In view of these findings, we believe HRDD legislation must:

  • Cover at least all internationally recognised human rights, with clear guidance on how to assess the severity of risks, including underlying risks such as a lack of living wages and living income either as rights themselves or as preconditions for fulfilment of other human rights;
  • Explicitly cover purchasing practices as a key factor affecting HR risks, recognising that poor practices will often lead to human rights abuses. Implementation guidelines should include reference to the importance of maintaining long-term sourcing relationships with suppliers;
  • Require companies to make sure that the price they pay to their suppliers, and ultimately to producers, enables them to produce with respect for human rights and the environment, pay living wages to workers, and, for small farmers, to earn a living income;
  • Recognise the complexity of addressing HR violations when they are linked to structural economic, social and cultural contexts, and the need for companies to support their suppliers in respecting HR, rather than simply disengaging.

HRDD also needs to be combined with other measures such as bilateral agreements with producer countries to help them put in place the necessary enabling environment as well as promoting the proliferation of businesses whose governance models put people and planet before profit.
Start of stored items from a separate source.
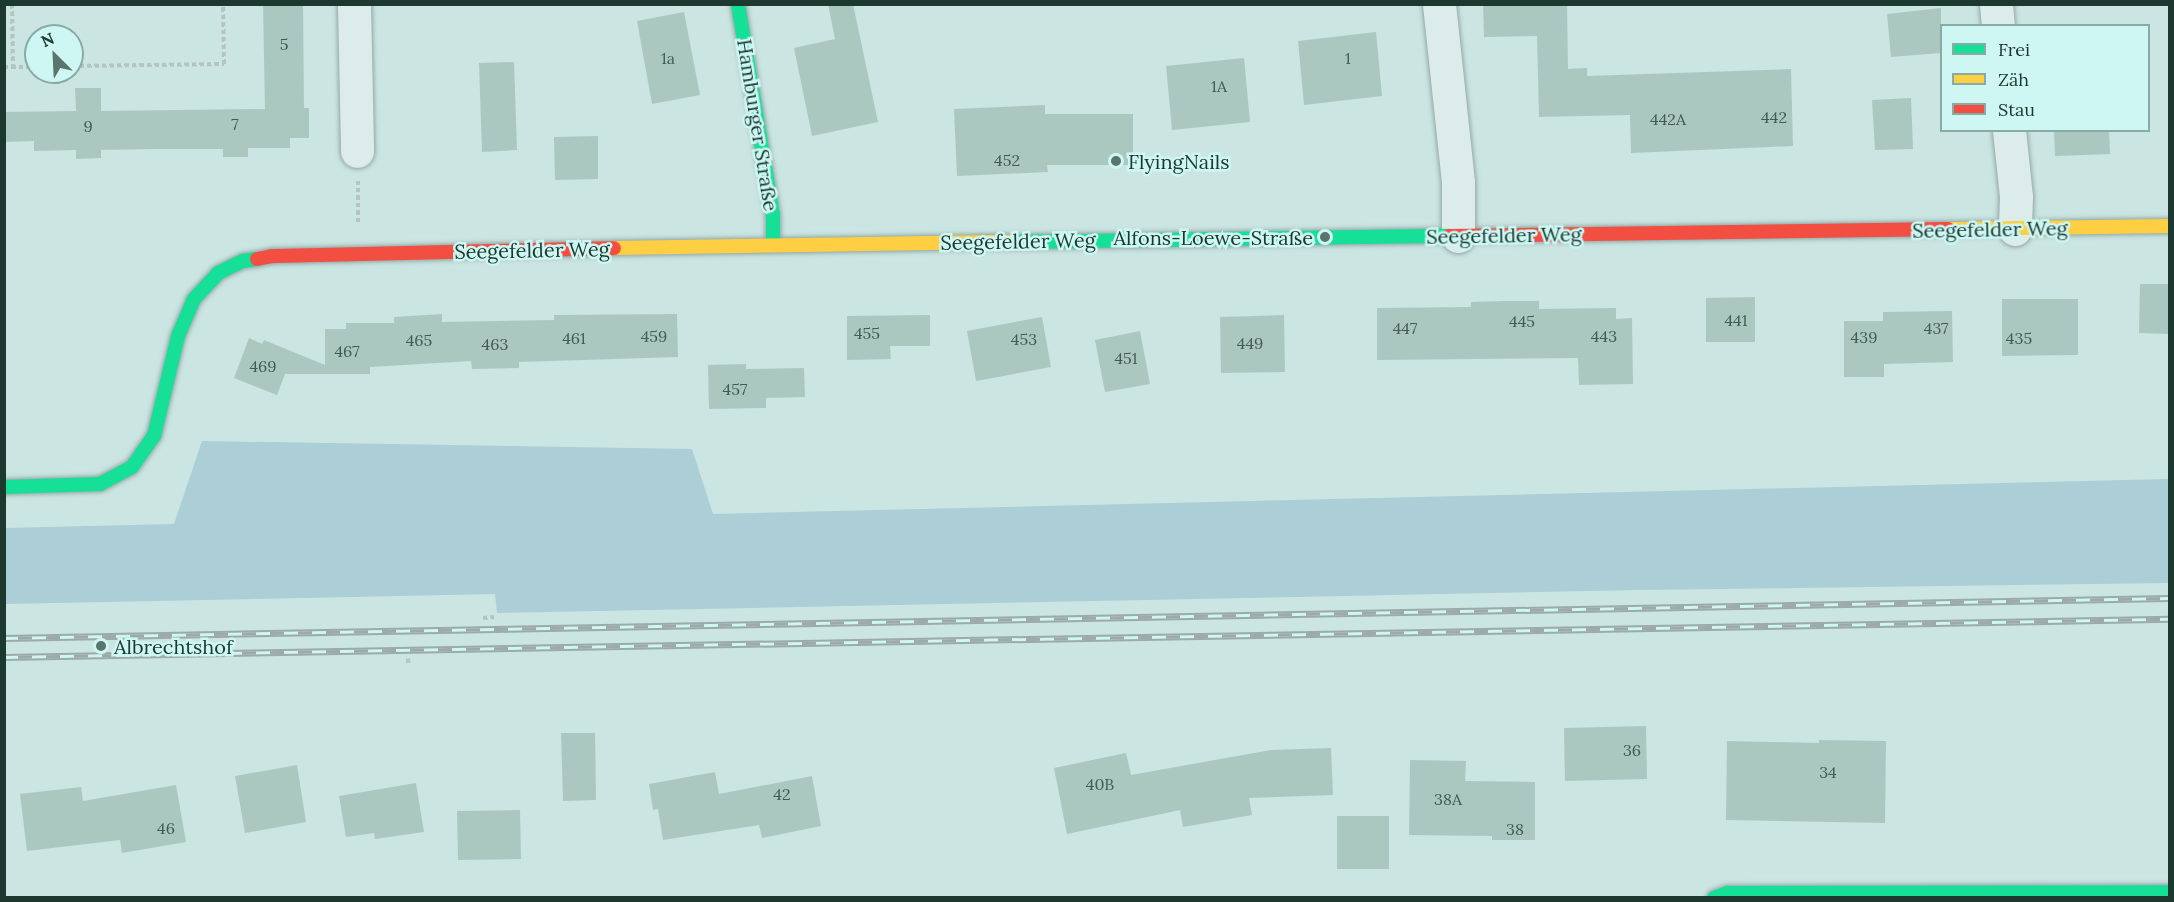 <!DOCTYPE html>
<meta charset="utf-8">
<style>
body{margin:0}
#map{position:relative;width:2174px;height:902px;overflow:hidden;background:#cae5e2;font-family:Lora,serif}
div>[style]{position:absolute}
.green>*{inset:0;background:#abced7}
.building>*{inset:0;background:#abc8c0}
.path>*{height:4px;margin-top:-2px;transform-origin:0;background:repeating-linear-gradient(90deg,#b3c4c2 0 4.5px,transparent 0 7.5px)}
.roads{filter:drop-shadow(0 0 2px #94a9a6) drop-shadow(0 0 2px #94a9a6)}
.street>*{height:33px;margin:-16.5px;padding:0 16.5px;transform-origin:16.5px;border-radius:16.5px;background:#dcecea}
.fast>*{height:14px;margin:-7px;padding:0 7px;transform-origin:7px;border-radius:7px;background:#16e098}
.slow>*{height:14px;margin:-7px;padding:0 7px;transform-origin:7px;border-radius:7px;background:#ffcf43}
.jam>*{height:14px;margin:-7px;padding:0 7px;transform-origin:7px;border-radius:7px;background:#f24e42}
.rail>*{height:7px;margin-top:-3.5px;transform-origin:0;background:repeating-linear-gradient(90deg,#cef7f3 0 14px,#9caba9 0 28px);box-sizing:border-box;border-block:2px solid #9caba9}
.dots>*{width:16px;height:16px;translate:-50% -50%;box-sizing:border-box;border:3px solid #cef7f3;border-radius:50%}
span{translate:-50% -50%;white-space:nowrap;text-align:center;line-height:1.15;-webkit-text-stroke:5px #cef7f3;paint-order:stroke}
.number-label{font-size:16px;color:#405c53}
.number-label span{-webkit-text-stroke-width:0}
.street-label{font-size:20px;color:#1c382f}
.poi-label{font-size:20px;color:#1c382f}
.left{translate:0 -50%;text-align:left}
.right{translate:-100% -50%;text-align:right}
.frame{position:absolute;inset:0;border:6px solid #1c382f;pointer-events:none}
.legend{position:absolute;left:1940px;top:24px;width:210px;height:108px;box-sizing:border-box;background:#cef7f3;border:2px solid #87aba5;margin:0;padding:8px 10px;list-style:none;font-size:18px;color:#1c382f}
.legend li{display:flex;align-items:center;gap:12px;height:30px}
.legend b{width:30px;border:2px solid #87aba5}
.north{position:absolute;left:24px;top:24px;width:60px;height:60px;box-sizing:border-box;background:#cef7f3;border:2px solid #87aba5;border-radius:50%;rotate:336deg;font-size:16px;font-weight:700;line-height:24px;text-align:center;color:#1c382f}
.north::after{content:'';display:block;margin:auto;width:21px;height:27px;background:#59756e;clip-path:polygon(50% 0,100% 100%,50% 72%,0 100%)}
</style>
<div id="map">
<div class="green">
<i style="clip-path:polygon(202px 441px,692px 449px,713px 514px,2169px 479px,2169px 583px,1640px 590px,497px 613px,495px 594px,5px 604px,5px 528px,174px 524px)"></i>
</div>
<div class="building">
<i style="clip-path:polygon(263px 4px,303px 4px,304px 108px,309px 108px,309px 138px,290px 138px,290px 148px,248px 148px,248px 157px,223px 157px,223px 149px,156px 149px,101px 150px,101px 158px,76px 159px,76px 150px,34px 151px,34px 141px,4px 142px,4px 112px,76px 111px,75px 88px,101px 88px,101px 111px,265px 109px)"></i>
<i style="clip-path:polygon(828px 4px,853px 4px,878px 122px,812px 136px,794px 48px,835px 39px)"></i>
<i style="clip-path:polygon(1483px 4px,1567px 4px,1568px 69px,1587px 68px,1587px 76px,1791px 69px,1793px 146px,1631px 153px,1630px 115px,1539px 117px,1537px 36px,1484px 37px)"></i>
<i style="clip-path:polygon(1941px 8px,1941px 53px,1891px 57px,1887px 14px)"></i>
<i style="clip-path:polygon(684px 12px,700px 95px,652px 104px,637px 21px)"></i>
<i style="clip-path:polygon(1376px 32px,1382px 96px,1304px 105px,1298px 41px)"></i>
<i style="clip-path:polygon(1244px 58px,1250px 122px,1172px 130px,1166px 66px)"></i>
<i style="clip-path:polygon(514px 62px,517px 150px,482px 152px,479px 63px)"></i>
<i style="clip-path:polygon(1911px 98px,1913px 149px,1875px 150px,1872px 100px)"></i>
<i style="clip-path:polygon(1045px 105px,1045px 114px,1133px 114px,1133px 165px,1047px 165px,1048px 172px,957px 176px,954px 109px)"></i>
<i style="clip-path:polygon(2054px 130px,2109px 130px,2110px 154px,2055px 156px)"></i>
<i style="clip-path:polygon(598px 136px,598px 179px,555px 180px,554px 137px)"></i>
<i style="clip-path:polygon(2140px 284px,2169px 284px,2169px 334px,2139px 333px)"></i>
<i style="clip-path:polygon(1755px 297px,1755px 342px,1706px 342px,1706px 298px)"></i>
<i style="clip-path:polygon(2002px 299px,2078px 299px,2078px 355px,2002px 356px)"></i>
<i style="clip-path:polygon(1505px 301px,1539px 301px,1539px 309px,1616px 308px,1616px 319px,1632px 318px,1633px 384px,1579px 385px,1578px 358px,1377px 360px,1377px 308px,1471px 307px,1471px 302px)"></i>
<i style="clip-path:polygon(1952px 311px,1953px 362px,1884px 364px,1884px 377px,1844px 377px,1844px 321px,1883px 321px,1883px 312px)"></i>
<i style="clip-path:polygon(442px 314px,442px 322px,554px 320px,554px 315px,677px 314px,678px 357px,519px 362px,519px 368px,472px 369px,471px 361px,370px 367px,370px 374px,285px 374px,277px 395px,234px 378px,249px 338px,262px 344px,264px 340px,325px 365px,325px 329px,346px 329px,346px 323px,394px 323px,394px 317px)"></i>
<i style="clip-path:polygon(930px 315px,930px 346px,890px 346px,891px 359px,847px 360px,847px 316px)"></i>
<i style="clip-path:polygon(1284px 315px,1285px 372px,1221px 373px,1220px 317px)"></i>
<i style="clip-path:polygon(1042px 317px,1051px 367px,976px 381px,967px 331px)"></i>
<i style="clip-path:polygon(1140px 331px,1150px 384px,1105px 392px,1095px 340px)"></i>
<i style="clip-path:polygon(746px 364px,746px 369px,804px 368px,805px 397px,766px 398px,766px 408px,709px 409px,708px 365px)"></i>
<i style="clip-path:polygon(1646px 726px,1647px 779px,1565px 781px,1564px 728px)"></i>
<i style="clip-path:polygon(561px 733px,595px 733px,596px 800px,563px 801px)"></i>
<i style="clip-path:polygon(1819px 740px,1886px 741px,1885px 823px,1726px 820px,1727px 741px,1819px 743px)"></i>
<i style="clip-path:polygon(1331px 748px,1333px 795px,1249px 798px,1252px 815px,1183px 827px,1180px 810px,1067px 834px,1054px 768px,1126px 753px,1131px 775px,1271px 750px)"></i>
<i style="clip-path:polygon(1410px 760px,1466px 761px,1465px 781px,1535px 782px,1535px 840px,1492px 840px,1492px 836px,1409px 835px)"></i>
<i style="clip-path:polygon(297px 765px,306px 822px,245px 833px,235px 776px)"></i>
<i style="clip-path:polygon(715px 772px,719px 794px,812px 776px,821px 826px,762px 838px,759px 825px,663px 840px,658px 809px,653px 810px,649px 784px)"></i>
<i style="clip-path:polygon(416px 783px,424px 832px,375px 839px,374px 833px,346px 837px,339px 796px)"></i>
<i style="clip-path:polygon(176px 785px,186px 842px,122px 853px,120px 840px,27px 851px,20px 794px,81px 787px,83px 801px)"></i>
<i style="clip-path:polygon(520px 810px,521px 859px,458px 860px,457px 811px)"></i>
<i style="clip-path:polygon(1337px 816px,1389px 816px,1389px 869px,1337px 869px)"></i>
</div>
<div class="path">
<i style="left:12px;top:4px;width:63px;rotate:89.1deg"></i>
<i style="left:72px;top:66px;width:152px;rotate:-0.8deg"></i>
<i style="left:224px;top:64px;width:60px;rotate:-91deg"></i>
<i style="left:4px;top:67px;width:32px"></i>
<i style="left:358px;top:222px;width:41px;rotate:-90deg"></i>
<i style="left:483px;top:618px;width:11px;rotate:-5deg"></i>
<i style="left:406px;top:661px;width:7px;rotate:-8deg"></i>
</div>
<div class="roads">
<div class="street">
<i style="left:354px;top:4px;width:147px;rotate:88.8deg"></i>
<i style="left:1439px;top:4px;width:179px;rotate:83.9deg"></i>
<i style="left:1458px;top:182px;width:54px;rotate:90deg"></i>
<i style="left:1996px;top:4px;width:22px;rotate:85deg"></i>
<i style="left:2009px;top:130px;width:67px;rotate:84deg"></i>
<i style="left:2016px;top:197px;width:32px;rotate:92deg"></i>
</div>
<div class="fast">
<i style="left:738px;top:4px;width:214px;rotate:80.6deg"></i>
<i style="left:773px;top:215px;width:30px;rotate:90deg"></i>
<i style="left:1008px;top:242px;width:441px;rotate:-0.8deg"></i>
<i style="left:4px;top:487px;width:96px;rotate:-1.8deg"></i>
<i style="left:100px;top:484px;width:36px;rotate:-28deg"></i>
<i style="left:132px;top:467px;width:38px;rotate:-55deg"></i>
<i style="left:154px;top:436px;width:103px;rotate:-76.5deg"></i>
<i style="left:178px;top:336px;width:40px;rotate:-66.6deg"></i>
<i style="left:194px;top:299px;width:35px;rotate:-47deg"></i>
<i style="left:218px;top:273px;width:28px;rotate:-26deg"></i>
<i style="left:243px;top:261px;width:14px;rotate:-8deg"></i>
<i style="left:1714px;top:898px;width:15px;rotate:-20deg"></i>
<i style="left:1728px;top:893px;width:442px;rotate:-0.1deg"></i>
</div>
<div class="slow">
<i style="left:1948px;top:229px;width:222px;rotate:-0.8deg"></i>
<i style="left:614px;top:248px;width:394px;rotate:-0.9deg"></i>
</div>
<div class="jam">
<i style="left:1449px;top:236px;width:499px;rotate:-0.8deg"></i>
<i style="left:257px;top:259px;width:15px;rotate:-11deg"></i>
<i style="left:272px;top:256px;width:342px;rotate:-1.3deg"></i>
</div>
</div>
<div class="rail">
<i style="left:4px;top:638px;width:2166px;rotate:-1.06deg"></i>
<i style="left:4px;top:657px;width:2166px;rotate:-1.01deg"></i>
</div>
<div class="dots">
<i style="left:1116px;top:161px;background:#59756e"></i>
<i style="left:1325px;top:237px;background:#59756e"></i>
<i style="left:101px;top:646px;background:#59756e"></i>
</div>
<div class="number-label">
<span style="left:284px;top:44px">5</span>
<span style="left:668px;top:58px">1a</span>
<span style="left:1348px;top:58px">1</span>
<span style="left:1219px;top:86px">1A</span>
<span style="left:1774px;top:117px">442</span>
<span style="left:1668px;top:119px">442A</span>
<span style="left:235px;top:124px">7</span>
<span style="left:88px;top:126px">9</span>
<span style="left:1007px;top:160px">452</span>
<span style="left:1736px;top:320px">441</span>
<span style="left:1522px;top:321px">445</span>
<span style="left:1405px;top:328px">447</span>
<span style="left:1936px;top:328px">437</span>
<span style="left:867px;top:333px">455</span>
<span style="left:654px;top:336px">459</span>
<span style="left:1604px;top:336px">443</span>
<span style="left:1864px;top:337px">439</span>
<span style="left:574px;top:338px">461</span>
<span style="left:2019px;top:338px">435</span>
<span style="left:1024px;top:339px">453</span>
<span style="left:419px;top:340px">465</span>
<span style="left:1250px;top:343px">449</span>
<span style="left:495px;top:344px">463</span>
<span style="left:347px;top:351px">467</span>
<span style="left:1126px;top:358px">451</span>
<span style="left:263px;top:366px">469</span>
<span style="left:735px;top:389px">457</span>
<span style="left:1632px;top:750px">36</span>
<span style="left:1828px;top:772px">34</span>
<span style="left:1100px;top:784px">40B</span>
<span style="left:782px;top:794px">42</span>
<span style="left:1448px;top:799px">38A</span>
<span style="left:166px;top:828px">46</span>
<span style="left:1515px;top:829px">38</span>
</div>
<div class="street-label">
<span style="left:758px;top:125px;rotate:81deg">Hamburger Straße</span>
<span style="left:1990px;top:229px;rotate:-1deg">Seegefelder Weg</span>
<span style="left:1504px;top:235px;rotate:-1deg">Seegefelder Weg</span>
<span style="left:1018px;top:241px;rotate:-1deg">Seegefelder Weg</span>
<span style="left:532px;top:250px;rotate:-1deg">Seegefelder Weg</span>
</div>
<div class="poi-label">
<span class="left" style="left:1128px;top:161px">FlyingNails</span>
<span class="right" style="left:1313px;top:237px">Alfons-Loewe-Straße</span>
<span class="left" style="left:114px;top:646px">Albrechtshof</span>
</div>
<div class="frame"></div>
<ul class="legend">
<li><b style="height:8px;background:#16e098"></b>Frei</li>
<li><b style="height:8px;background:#ffcf43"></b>Zäh</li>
<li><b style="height:8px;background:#f24e42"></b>Stau</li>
</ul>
<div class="north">N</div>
</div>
Far-reaching, enlightened and systemic changes, which include HRDD, are needed in political and economic systems, so that the latter are resilient (i.e. can recover from shocks and stresses) and regenerative (protect and restore environments and communities).

Trade can be a powerful lever to ensure sustainable livelihoods for disadvantaged producers, but only if value is more fairly distributed along the supply chain and companies take due responsibility in their relationships with suppliers throughout their supply chains.